OASIS Alert

Medical Review:

Guard Alzheimer's Patients' Claims from Denial

Only 8 percent of claims squeaked past this review.

Thorough documentation is the only way to protect one at-risk group of claims from expensive Medicare denials.

Cahaba GBA reviewed non-start of care claims with a primary diagnosis of Alzheimer's disease and denied 92 percent of claims "based on dollars," the regional home health intermediary says in its December newsletter for providers.

The top problem: "The documentation for the skilled nurse visits did not support medical necessity," Cahaba says in the Newsline. "To be covered as skilled nursing services, the services must require the skills of a nurse, and must be reasonable and necessary to the treatment of the patient's illness or injury."

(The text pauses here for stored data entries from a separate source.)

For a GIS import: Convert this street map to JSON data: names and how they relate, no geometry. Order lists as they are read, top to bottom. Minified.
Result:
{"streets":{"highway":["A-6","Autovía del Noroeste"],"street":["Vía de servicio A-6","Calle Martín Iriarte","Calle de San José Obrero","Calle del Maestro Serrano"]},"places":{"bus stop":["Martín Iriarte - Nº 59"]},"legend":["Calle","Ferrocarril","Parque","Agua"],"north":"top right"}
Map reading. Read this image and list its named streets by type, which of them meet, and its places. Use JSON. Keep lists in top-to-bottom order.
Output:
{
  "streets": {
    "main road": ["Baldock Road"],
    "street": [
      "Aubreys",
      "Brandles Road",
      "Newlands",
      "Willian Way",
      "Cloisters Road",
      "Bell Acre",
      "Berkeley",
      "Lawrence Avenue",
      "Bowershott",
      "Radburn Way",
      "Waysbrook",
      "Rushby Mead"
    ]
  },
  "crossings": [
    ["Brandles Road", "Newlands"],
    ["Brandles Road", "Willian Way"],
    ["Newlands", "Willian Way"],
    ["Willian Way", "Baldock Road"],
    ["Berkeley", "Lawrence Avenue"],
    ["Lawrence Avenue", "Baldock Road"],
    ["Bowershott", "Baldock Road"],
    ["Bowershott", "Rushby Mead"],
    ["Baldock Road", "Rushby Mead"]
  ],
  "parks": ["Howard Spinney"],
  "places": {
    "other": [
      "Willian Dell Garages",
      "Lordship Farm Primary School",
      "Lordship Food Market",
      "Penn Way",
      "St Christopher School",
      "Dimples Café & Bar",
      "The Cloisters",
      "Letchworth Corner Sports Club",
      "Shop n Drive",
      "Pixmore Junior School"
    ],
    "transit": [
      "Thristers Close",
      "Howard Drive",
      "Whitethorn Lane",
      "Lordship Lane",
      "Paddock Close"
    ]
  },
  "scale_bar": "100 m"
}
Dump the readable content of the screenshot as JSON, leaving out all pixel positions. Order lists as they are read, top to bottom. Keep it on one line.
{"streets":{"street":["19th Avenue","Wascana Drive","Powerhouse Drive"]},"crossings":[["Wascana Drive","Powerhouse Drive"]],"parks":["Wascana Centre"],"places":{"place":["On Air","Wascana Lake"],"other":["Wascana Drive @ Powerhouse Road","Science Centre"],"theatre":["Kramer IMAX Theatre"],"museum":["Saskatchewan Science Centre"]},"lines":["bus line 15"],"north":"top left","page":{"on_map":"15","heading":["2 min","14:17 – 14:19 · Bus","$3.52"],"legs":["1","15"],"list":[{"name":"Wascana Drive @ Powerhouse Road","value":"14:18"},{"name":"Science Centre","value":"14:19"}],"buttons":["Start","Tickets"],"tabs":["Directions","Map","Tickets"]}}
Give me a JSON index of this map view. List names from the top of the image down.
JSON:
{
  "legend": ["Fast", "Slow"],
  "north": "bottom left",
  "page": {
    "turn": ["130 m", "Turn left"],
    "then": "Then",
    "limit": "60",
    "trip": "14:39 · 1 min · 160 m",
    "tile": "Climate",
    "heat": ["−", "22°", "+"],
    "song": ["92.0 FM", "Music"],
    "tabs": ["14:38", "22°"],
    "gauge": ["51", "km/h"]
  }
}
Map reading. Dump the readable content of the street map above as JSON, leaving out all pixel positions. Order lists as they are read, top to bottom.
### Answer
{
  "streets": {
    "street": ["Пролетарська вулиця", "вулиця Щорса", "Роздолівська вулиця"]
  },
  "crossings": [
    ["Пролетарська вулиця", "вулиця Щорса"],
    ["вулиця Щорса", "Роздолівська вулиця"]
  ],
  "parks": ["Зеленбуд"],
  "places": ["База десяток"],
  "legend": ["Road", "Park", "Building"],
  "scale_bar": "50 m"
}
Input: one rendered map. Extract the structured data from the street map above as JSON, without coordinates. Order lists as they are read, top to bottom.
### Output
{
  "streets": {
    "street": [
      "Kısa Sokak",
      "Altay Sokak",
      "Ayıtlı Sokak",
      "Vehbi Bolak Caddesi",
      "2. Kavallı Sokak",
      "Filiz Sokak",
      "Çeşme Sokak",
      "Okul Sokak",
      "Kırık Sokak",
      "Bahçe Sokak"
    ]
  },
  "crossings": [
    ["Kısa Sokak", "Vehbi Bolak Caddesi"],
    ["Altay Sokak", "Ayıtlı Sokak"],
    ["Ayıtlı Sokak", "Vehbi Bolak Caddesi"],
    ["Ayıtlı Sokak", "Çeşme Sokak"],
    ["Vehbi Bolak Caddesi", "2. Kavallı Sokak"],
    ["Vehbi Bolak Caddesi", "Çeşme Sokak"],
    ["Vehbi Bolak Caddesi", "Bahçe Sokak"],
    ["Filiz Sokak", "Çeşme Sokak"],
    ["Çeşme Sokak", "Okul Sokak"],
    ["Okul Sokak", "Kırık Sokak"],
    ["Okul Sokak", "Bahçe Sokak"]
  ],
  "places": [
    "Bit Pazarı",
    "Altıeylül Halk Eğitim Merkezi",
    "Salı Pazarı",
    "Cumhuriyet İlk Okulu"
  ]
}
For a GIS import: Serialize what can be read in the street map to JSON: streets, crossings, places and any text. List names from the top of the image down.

Observation and assessment is a covered skilled service, Cahaba allows. But it's covered only if "the likelihood of change in a patient's condition requires a skilled nurse to identify and evaluate the patient's need for possible modification in the patient's Plan of Care (POC) until the patient's treatment regimen is essentially stabilized," Cahaba tells providers.

Tip: Indications such as abnormal/fluctuating vital signs, weight changes, or edema and respiratory changes may justify further observation and assessment, for example, Cahaba says.

Bottom line: "There must be clear documentation of the patient condition that warrants" observation and assessment, Cahaba stresses. "Typically, this is clear through documentation of changes in diagnosis, exacerbations, medication or treatment changes that continue to put the beneficiary at risk for further plan of care changes."

Address Technical Denials Or Pay The Price

HHAs also should make sure to have the technical components of the plan of care right, Cahaba says. This was the second-most common reason for denials.

"Please ensure your agency is documenting clearly the complete order, including frequency, duration, discipline and modalities prior to providing services," Cahaba says. "The POC and all service orders must be signed and dated by the physician before submitting the final claim."